| Work to be completed |
Within the material below, filter for lines that hold the word "body".
■ ■ ■ ■ ■ ■ ■
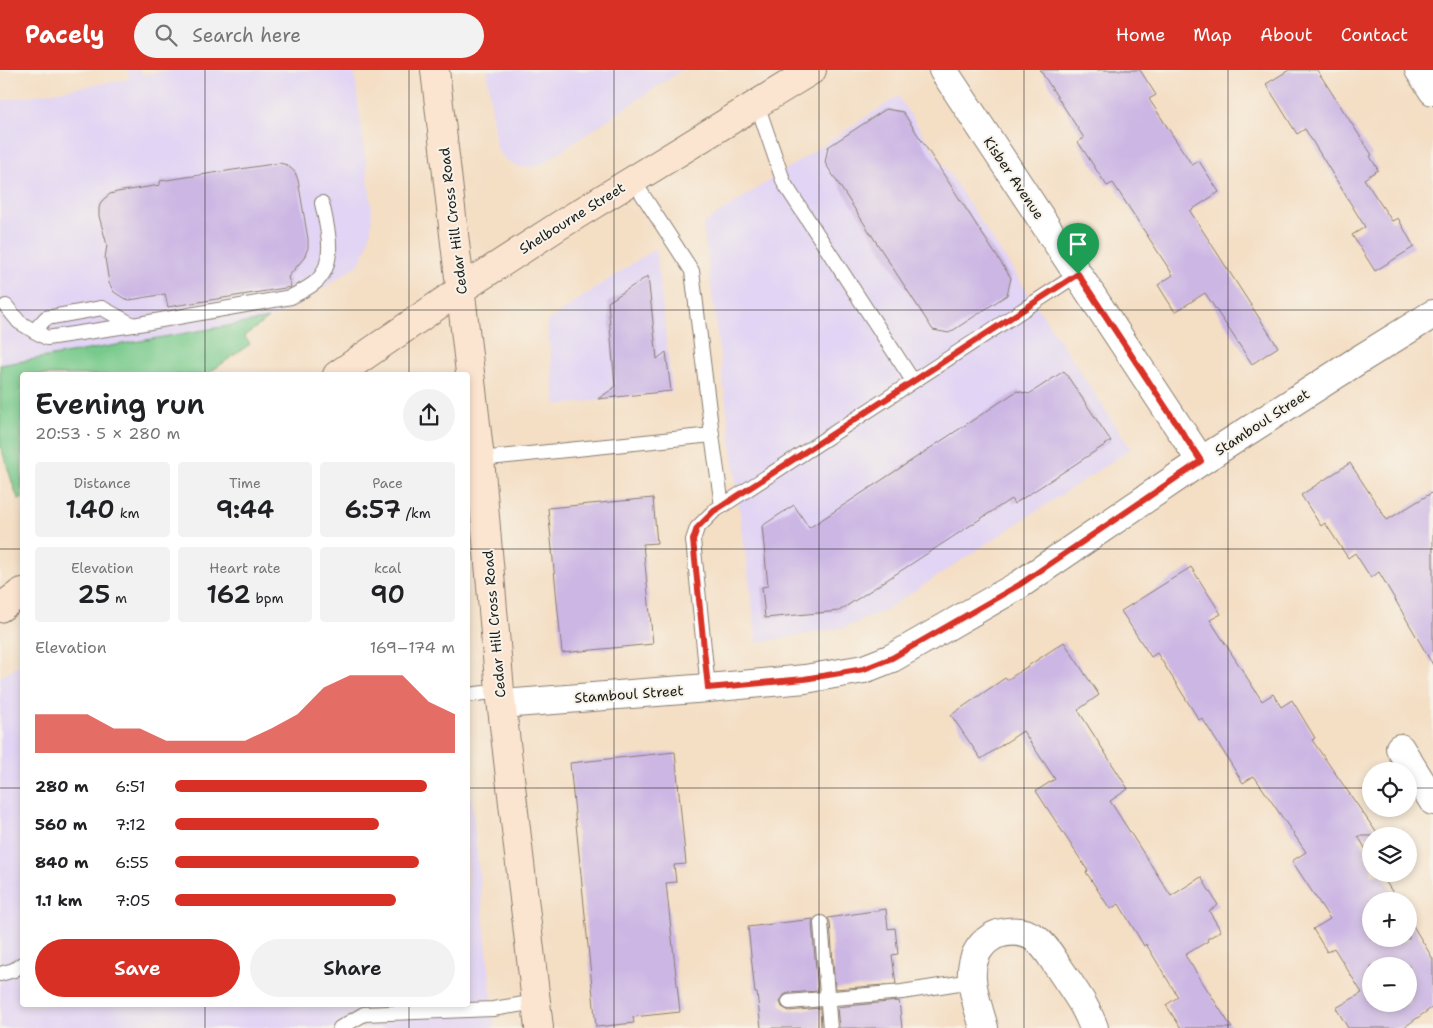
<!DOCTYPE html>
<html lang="en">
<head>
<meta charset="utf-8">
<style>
	:root { --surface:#fff; --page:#f2f2f2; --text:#202124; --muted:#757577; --accent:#d93025 }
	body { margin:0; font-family:"Shantell Sans",sans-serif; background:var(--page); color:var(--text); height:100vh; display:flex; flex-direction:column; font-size:19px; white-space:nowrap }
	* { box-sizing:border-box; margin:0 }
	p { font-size:16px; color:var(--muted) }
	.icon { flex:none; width:28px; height:28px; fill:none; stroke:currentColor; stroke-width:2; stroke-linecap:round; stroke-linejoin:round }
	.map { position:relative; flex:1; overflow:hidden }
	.drawer { position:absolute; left:20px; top:302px; width:450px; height:635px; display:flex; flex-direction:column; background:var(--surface); border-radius:5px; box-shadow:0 2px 8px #0003 }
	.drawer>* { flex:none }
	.tools { position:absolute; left:1362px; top:692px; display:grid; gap:10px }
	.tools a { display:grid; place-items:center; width:55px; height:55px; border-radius:50%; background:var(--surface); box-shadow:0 2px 8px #0003; font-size:25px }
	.pin { position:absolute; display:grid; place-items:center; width:42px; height:42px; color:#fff; margin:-51px -21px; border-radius:50% 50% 50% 0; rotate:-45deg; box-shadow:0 0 5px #0007 }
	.pin .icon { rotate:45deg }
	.round { display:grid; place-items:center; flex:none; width:52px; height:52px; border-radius:26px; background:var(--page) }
	.headline { display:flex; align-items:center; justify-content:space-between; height:85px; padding:0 15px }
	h1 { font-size:28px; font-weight:600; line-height:38px }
	.figures { display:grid; grid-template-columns:repeat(3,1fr); gap:8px; height:85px; padding:5px 15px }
	.figures div { display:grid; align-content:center; border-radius:5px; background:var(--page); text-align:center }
	.figures b { font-size:25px; font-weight:600 }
	.figures small { font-size:14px; font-weight:400 }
	.figures p { font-size:14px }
	.chart { height:140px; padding:10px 15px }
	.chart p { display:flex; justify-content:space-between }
	.chart svg { width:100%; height:90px; margin-top:5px; fill:var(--accent); opacity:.7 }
	.primary-button { display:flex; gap:10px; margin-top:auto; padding:10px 15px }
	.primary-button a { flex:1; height:58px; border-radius:30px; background:var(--accent); color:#fff; font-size:20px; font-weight:600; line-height:58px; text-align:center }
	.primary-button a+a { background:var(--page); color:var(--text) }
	ul { padding:0 15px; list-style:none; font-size:16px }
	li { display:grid; grid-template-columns:80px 60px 1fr; align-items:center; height:38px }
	li i { height:12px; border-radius:6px; background:var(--accent) }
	header { display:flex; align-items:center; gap:30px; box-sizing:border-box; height:70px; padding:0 25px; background:var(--accent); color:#fff }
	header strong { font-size:24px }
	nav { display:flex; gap:28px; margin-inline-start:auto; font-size:18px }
	.search { width:350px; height:45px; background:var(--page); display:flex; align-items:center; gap:12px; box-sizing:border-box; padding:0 18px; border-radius:28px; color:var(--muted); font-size:19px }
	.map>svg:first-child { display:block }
	.built { fill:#e1d4f4 }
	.green { fill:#78ca8c; stroke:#4a7354 }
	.building { fill:#ccb6e4; fill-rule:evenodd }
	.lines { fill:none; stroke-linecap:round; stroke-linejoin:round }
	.lane-casing { stroke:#887d70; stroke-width:16 }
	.street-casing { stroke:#887d70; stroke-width:30 }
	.secondary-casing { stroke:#887d70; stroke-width:30 }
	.lane { stroke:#fff; stroke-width:14 }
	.street { stroke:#fff; stroke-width:28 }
	.secondary { stroke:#fce5d0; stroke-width:28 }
	.route-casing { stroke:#fff; stroke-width:10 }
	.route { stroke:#d93025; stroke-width:6 }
	.grid { fill:none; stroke:#1c1c1c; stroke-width:1; stroke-opacity:0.55 }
	.labels { text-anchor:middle; stroke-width:4; stroke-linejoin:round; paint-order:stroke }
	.street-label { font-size:14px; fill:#1c1c1c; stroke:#f7f3e8 }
</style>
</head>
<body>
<header>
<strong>Pacely</strong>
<div class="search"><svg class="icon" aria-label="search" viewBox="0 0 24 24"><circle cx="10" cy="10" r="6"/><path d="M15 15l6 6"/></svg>Search here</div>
<nav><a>Home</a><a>Map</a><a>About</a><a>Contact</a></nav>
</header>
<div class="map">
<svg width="1433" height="958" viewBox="0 0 1433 958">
	<rect width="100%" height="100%" fill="#f7f3e8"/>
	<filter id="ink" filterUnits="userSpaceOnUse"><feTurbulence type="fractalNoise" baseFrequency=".02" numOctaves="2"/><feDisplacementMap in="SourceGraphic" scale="10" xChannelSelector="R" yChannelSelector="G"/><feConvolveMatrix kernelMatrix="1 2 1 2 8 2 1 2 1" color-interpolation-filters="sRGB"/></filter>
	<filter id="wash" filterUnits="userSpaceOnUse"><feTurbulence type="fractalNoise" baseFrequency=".0096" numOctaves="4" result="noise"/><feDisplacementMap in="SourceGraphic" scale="20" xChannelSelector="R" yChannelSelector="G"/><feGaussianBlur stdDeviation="1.12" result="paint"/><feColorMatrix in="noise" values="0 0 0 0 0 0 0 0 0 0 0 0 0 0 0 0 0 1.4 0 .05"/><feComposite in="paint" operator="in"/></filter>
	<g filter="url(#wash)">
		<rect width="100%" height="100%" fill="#f4dec4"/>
		<g class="built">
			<polygon points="127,0 141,0 142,5 172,0 354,0 372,139 371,158 367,177 359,194 294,238 268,249 0,295 0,31 129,9"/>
			<polygon points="487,0 682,0 542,94 531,97 520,97 509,92 502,86 497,78 495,69"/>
			<polygon points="898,26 1131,379 887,539 846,557 757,573 703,154"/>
			<polygon points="656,178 672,322 556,335 547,251"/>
			<polygon points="22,593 22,935 468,935 468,695 495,958 0,958 0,607"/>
		</g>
		<polygon class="green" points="268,249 244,266 250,274 206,305 22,305 22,429 19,429 16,424 0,374 0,295"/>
		<g id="blocks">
			<g class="building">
				<polygon points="1040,0 1140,0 1156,25 1149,29 1192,95 1199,91 1219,122 1190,141 1278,277 1252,294 1205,223 1175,242 1158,215 1173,205 1113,113 1107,116 1078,72 1084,68"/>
				<polygon points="1289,0 1317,0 1372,85 1370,86 1378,100 1364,109 1392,151 1398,148 1414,177 1375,201 1352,165 1365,157 1305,59 1297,64 1266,14"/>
				<polygon points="886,39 903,42 1011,208 1007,225 949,263 933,260 825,93 828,77"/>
				<polygon points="280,93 287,95 295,102 298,110 308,169 308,178 304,188 288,207 291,217 168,237 165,224 130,230 125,229 114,222 109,213 105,188 107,175 99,146 99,138 101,132 105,128 110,124 117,122 160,115 160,111"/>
				<polygon points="648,206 657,289 666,282 671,321 598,329 615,317 608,232"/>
				<polygon points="1064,301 1111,371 1014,434 1011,429 839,541 765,548 762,517 768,516 762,456 794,435 809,458 1017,321 1029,324"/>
				<polygon points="1350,393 1387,450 1433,422 1433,595 1379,502 1371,508 1355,483 1348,488 1325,453 1321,456 1301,425"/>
				<polygon points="653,428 657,473 643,474 653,574 562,583 548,438"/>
				<path d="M1191,497L1221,544L1210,550L1262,631L1273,624L1281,637L1292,630L1315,668L1312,670L1379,766H1358L1371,788V804H1381L1398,831H1371V869H1409V849L1433,889V937L1403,958H1348L1336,938L1362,923L1334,878L1327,882L1313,859L1330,849L1292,791L1306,782L1254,706L1243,713L1202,648L1199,650L1157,583L1151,587L1121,541ZM1371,896H1409V934H1371Z"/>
				<polygon points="1064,572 1099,625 1078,640 1128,719 1110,731 1171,826 1201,807 1218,835 1209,841 1221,861 1207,869 1208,871 1185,885 1232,958 1181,958 1166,935 1178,927 1146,874 1144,876 1119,834 1110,839 1086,802 1088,801 1036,721 1055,709 1023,661 981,689 951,645 1005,608 1007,610"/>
				<polygon points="675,682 686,794 674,795 676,812 666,813 680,942 633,947 634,953 596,957 570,693"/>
				<polygon points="886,839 888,859 895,858 898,884 892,885 896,914 835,919 830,852 828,848"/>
				<polygon points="813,849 812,854 818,921 788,923 784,925 780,932 782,937 789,941 820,938 821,958 761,958 757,923 755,923 748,857"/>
				<polygon points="899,931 902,958 839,958 837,937"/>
			</g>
		</g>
	</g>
	<g filter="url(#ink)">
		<use href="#blocks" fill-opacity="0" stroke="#887d70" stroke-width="1"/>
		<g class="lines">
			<defs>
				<g id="lane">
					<polyline points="757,34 784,113 913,311"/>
					<path d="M6,236L19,252L34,261L47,268L133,255L291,227C300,222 311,217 318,210C337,189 327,157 322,133"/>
					<polyline points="34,261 46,248 102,238 133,255"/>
					<polyline points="712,365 722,436"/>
					<polyline points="480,389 712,365 692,201 633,110"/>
					<polyline points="708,618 693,470 697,458 714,441 722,436 1078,204"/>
					<polyline points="468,625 500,621"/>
					<polyline points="821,853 830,958"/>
					<polyline points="0,904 14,900 22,894"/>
					<polyline points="789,932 902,922 972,911"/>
					<polyline points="340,958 364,944 493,939 536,932"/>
				</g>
				<g id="street">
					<polyline points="943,0 1201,391"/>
					<polyline points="1419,0 1433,21"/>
					<polyline points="502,634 708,618 805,609 864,599 892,588 1019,515 1201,391 1357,291 1433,244"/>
					<polyline points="1400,678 1433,731"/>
					<path d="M984,958C977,931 961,898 983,874C987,870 992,866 998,864C1011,860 1024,861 1035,868C1046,876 1052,888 1059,898C1073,919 1085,934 1094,958"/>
				</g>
				<g id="secondary">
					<polyline points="435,0 480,389 500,621 539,958"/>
					<polyline points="337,305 460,220 560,155 812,0"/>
					<polyline points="0,538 22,522"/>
				</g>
			</defs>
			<use href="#lane" class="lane-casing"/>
			<use href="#street" class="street-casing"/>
			<use href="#secondary" class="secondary-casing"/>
			<use href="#lane" class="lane"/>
			<use href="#street" class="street"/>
			<use href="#secondary" class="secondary"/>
		</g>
	</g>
	<g class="lines" filter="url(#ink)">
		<defs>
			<polygon id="route" points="1078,204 1201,391 1019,515 892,588 864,599 804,609 708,618 693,470 697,458 714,441 722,436"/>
		</defs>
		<use href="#route" class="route-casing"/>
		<use href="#route" class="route"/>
	</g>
	<path class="grid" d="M205,0V305M409,0V305M614,0V958M819,0V958M1024,0V958M1228,0V958M0,240H1433M0,479H22M468,479H1433M0,718H22M468,718H1371M1409,718H1433M205,935V958M409,935V958"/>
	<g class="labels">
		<g class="street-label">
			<text transform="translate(1014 108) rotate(56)" y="5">Kisber Avenue</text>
			<text transform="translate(572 148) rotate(-32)" y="5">Shelbourne Street</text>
			<text transform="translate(453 151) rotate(-97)" y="5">Cedar Hill Cross Road</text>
			<text transform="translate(1262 352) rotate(-33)" y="5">Stamboul Street</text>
			<text transform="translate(494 554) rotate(-95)" y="5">Cedar Hill Cross Road</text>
			<text transform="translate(629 624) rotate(-4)" y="5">Stamboul Street</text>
		</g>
	</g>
</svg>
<div class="tools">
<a><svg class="icon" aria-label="locate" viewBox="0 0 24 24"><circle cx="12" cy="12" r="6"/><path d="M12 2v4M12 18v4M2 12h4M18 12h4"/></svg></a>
<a><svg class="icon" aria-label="layers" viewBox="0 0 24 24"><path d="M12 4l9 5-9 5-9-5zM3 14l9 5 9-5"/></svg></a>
<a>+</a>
<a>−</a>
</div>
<div class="pin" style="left:1078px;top:204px;background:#1e9e55"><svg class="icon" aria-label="arrive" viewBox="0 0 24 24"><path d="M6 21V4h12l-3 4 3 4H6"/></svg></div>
<section class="drawer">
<div class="headline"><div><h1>Evening run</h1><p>20:53 · 5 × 280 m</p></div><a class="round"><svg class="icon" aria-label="share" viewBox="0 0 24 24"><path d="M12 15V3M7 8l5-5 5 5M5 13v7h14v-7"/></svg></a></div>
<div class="figures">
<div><p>Distance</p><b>1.40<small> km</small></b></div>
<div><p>Time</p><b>9:44</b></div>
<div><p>Pace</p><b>6:57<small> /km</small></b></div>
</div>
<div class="figures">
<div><p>Elevation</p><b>25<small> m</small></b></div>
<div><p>Heart rate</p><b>162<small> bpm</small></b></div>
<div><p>kcal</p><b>90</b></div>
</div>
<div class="chart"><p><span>Elevation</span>169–174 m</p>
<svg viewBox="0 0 160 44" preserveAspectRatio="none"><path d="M0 44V25L10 25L20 25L30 32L40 32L50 38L60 38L70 38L80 38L90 32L100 25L110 12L120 6L130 6L140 6L150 19L160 25V44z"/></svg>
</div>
<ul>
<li><b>280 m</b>6:51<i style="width:90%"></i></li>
<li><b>560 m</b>7:12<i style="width:73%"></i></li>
<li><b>840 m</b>6:55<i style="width:87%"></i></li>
<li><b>1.1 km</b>7:05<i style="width:79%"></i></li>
</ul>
<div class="primary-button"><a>Save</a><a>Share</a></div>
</section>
</div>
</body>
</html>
■ ■ ■ ■ ■ ■ ■
| Completed exercise |
	body { margin:0; font-family:"Shantell Sans",sans-serif; background:var(--page); color:var(--text); height:100vh; display:flex; flex-direction:column; font-size:19px; white-space:nowrap }
<body>
</body>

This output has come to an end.